- [Required work]
Scan the entries below for the word "green". Copy each line that has it.

- [Exercise data]
------------------------------

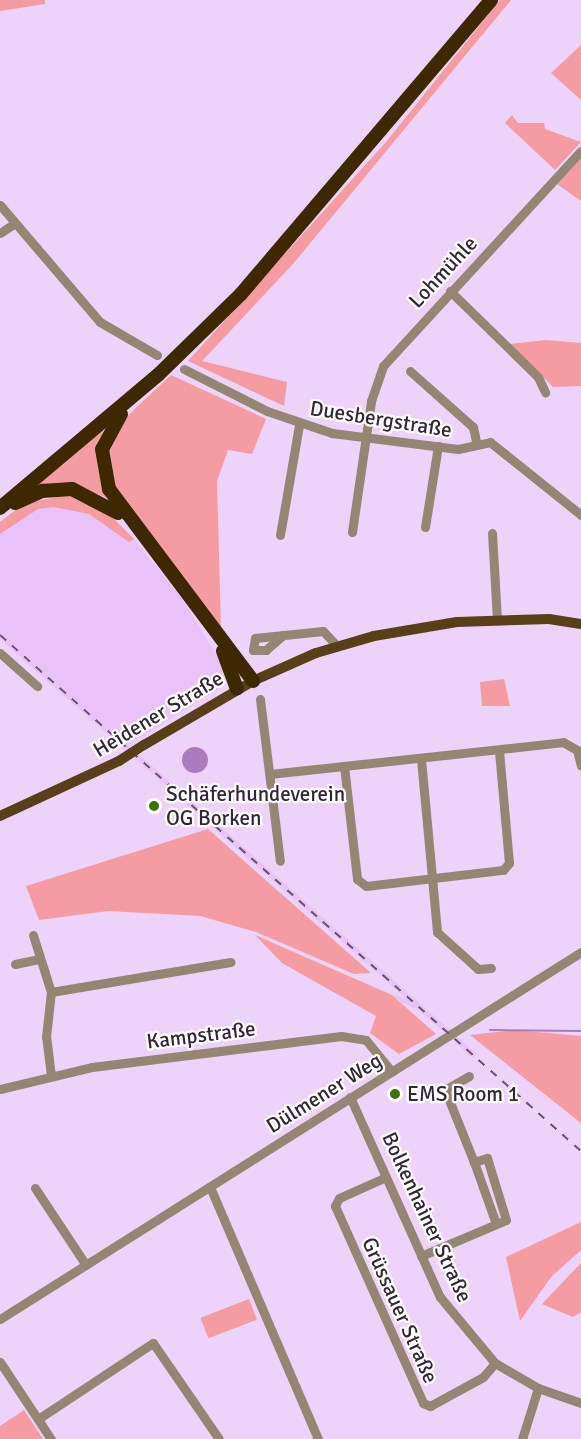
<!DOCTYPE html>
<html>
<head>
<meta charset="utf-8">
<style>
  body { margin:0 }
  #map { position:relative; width:581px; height:1439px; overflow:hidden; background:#edd2f9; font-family:Signika,sans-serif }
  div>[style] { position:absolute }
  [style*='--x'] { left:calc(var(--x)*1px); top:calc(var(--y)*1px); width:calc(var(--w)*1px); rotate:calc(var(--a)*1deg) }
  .built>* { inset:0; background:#e8c2f9 }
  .green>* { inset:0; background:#f49ca2; transform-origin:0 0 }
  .water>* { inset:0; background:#a97cbd }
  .round { border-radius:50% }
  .stream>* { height:2px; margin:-1px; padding:0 1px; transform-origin:1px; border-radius:1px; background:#a97cbd }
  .minor>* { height:9px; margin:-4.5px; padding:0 4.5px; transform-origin:4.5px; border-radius:4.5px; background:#948672 }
  .major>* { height:10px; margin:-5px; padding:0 5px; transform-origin:5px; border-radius:5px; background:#583f18 }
  .highway>* { height:14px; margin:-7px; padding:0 7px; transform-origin:7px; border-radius:7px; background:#3e2802 }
  .rail>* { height:2px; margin-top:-1px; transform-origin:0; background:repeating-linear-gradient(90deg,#66556c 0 8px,transparent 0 16px) }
  .major-bridge>* { height:10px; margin:-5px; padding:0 5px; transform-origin:5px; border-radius:5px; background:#583f18 }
  .dots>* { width:16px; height:16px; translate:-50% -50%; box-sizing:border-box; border:3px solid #fefefe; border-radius:50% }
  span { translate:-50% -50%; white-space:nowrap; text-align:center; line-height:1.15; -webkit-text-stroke:4.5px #fefefe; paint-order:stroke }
  .street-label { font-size:21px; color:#322537 }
  .poi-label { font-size:21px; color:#322537 }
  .left { translate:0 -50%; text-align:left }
</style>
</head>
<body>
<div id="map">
  <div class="built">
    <div style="clip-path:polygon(52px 507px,89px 514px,129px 542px,134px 539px,182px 599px,223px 666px,222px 687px,128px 745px,477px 1054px,473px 1058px,419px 1010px,401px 1002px,392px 994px,408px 1000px,0 639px,0 534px,38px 508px)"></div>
  </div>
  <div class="green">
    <div style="clip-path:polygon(0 0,45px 0,45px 4px,0 11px)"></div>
    <div style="clip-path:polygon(500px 0,511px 0,293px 264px,202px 361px,287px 382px,284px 406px,188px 361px,386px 142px)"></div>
    <div style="clip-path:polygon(581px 45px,581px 100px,551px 73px)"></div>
    <div style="clip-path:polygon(512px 115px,518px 123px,544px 123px,545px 129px,581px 142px,555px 170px,505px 123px)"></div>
    <div style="clip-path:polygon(581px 158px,581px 201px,557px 184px)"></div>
    <div style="clip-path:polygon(545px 340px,581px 343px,581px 386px,553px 387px,510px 344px)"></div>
    <div style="clip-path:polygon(171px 375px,266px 419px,252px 454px,228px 450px,217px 481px,221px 627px,116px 492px,110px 451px,124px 419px)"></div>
    <div style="clip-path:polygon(103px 430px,98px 468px,107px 498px,83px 488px,35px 487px)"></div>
    <div style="clip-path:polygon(74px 494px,100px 505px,134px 539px,129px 542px,89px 514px,53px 507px,38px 509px,0 534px,0 522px,25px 503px)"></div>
    <div style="clip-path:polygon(504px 679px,510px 706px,482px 706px,480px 682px)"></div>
    <div style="clip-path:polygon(208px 829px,371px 973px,354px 974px,256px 932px,200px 916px,108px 911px,39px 920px,26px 886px)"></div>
    <div style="clip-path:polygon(255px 935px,392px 995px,436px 1034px,399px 1054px,370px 1033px,376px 1016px,282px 963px)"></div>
    <div style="clip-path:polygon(515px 1030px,581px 1036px,581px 1123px,470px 1035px)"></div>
    <div style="clip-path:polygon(581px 1222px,581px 1250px,551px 1277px,520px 1321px,506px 1257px)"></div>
    <div style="clip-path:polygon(581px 1263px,581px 1312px,573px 1317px,542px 1304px)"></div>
    <div style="left:249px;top:1299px;width:22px;height:52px;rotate:69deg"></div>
    <div style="clip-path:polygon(24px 1410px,43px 1439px,0 1439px,0 1426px)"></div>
  </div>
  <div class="water">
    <div class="round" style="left:182px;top:747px;width:26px;height:26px"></div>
  </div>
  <div class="stream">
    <div style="--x:490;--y:1030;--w:91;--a:0.6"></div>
  </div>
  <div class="minor">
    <div style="--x:0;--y:205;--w:154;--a:49.5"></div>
    <div style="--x:100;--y:322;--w:66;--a:30.1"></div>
    <div style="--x:0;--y:233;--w:18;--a:-34"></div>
    <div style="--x:450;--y:291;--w:123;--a:44.3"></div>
    <div style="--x:538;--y:377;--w:17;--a:65"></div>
    <div style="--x:184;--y:369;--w:93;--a:26.8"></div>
    <div style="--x:267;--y:411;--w:69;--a:18.7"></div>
    <div style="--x:332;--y:433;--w:127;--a:7.2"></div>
    <div style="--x:458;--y:449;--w:33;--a:-12"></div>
    <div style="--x:490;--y:442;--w:117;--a:38.7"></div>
    <div style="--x:410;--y:371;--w:84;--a:41.6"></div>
    <div style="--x:473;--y:427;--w:14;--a:78"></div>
    <div style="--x:425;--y:527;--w:82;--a:-80.9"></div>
    <div style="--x:352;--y:532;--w:132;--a:-81.7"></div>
    <div style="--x:371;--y:401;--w:37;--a:-71"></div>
    <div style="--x:383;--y:366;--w:292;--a:-47.4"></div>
    <div style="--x:492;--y:533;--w:87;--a:86.7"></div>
    <div style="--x:280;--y:535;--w:112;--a:-80.2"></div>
    <div style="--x:283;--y:635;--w:23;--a:139"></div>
    <div style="--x:266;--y:650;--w:13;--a:180"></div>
    <div style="--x:253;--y:650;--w:12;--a:-81"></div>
    <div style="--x:255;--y:638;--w:68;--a:-5.9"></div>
    <div style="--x:323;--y:631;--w:21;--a:47"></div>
    <div style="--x:0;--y:653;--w:50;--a:41.7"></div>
    <div style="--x:260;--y:699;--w:163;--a:83"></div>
    <div style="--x:421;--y:759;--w:174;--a:84.7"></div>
    <div style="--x:437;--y:932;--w:55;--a:42.1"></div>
    <div style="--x:478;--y:969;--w:13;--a:-4"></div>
    <div style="--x:344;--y:766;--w:114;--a:83.4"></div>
    <div style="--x:357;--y:879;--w:11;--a:38"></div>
    <div style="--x:366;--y:886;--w:138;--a:-6.7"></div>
    <div style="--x:503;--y:870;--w:9;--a:-49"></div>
    <div style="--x:509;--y:863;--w:113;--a:-95.1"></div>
    <div style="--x:270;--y:774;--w:295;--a:-6.2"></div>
    <div style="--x:563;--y:742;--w:16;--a:30"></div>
    <div style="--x:577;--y:750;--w:16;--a:76"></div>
    <div style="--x:33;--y:935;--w:60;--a:72.5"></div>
    <div style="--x:15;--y:964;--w:25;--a:-12"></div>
    <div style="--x:51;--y:1076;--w:39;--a:-97"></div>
    <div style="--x:46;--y:1037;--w:45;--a:-83.7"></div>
    <div style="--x:51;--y:992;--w:182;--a:-9.5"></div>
    <div style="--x:469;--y:1076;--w:28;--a:150"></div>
    <div style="--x:445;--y:1090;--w:78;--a:68.1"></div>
    <div style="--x:0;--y:1089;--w:95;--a:-13.4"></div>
    <div style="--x:92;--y:1067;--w:251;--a:-7.1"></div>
    <div style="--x:341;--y:1036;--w:25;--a:9"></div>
    <div style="--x:366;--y:1040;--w:41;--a:50.9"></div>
    <div style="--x:350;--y:1097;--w:219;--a:65.8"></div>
    <div style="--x:440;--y:1297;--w:86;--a:50.2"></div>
    <div style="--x:495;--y:1363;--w:50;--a:30.2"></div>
    <div style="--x:538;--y:1388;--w:53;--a:107.4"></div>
    <div style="--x:386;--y:1177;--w:51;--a:155.9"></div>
    <div style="--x:339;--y:1198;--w:9;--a:117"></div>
    <div style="--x:335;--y:1206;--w:216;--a:65.9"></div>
    <div style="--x:423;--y:1403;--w:8;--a:23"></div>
    <div style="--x:430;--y:1406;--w:60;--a:-28.7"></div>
    <div style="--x:483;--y:1377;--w:18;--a:-49"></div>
    <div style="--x:210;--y:1187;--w:274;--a:66.8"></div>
    <div style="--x:35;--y:1188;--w:92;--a:56.5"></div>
    <div style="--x:421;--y:1256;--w:92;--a:-23"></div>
    <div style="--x:506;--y:1220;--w:65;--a:-107"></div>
    <div style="--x:487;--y:1158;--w:14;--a:163"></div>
    <div style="--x:474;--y:1162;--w:63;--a:70.4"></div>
    <div style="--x:0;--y:1319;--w:687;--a:-32.28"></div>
    <div style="--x:0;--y:1362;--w:92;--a:56.5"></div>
    <div style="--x:538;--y:1388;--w:46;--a:19.2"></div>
    <div style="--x:38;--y:1419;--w:138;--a:-33.5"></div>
    <div style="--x:153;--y:1343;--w:116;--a:55.5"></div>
  </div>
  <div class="major">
    <div style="--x:144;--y:745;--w:126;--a:-30.4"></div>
    <div style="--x:253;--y:681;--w:69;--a:-24"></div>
    <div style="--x:316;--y:653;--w:60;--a:-16.3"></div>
    <div style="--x:374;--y:636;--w:84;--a:-9.6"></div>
    <div style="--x:457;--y:622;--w:92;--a:-1.9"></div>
    <div style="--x:549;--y:619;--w:32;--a:9"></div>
    <div style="--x:0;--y:816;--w:131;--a:-24.8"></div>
  </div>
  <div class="highway">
    <div style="--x:121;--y:414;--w:40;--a:118"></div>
    <div style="--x:102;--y:449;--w:41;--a:80.1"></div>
    <div style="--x:109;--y:489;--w:240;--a:53.1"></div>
    <div style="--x:15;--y:503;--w:30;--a:-24"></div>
    <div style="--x:42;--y:491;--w:30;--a:-4"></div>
    <div style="--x:72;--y:489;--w:52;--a:27.6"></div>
    <div style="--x:0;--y:508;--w:207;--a:-40.1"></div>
    <div style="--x:158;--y:375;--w:116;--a:-44.3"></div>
    <div style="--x:241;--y:294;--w:386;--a:-49.6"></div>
    <div style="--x:223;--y:651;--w:40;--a:69.8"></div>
  </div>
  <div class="rail">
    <div style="--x:0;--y:635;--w:777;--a:41.61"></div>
  </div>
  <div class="major-bridge">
    <div style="--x:119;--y:761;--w:30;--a:-33"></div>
  </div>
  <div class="dots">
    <div style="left:154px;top:806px;background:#397305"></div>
    <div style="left:395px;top:1094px;background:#397305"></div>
  </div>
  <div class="street-label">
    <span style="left:443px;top:272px;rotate:-47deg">Lohmühle</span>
    <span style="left:381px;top:419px;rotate:9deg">Duesbergstraße</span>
    <span style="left:158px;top:714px;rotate:-31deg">Heidener Straße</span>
    <span style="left:201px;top:1035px;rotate:-7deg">Kampstraße</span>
    <span style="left:324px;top:1093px;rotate:-32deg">Dülmener Weg</span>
    <span style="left:427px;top:1217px;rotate:65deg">Bolkenhainer Straße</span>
    <span style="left:400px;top:1310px;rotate:66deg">Grüssauer Straße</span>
  </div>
  <div class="poi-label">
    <span class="left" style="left:166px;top:806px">Schäferhundeverein<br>OG Borken</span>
    <span class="left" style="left:407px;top:1094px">EMS Room 1</span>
  </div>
</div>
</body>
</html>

------------------------------

- [Answer box]
  .green>* { inset:0; background:#f49ca2; transform-origin:0 0 }
  <div class="green">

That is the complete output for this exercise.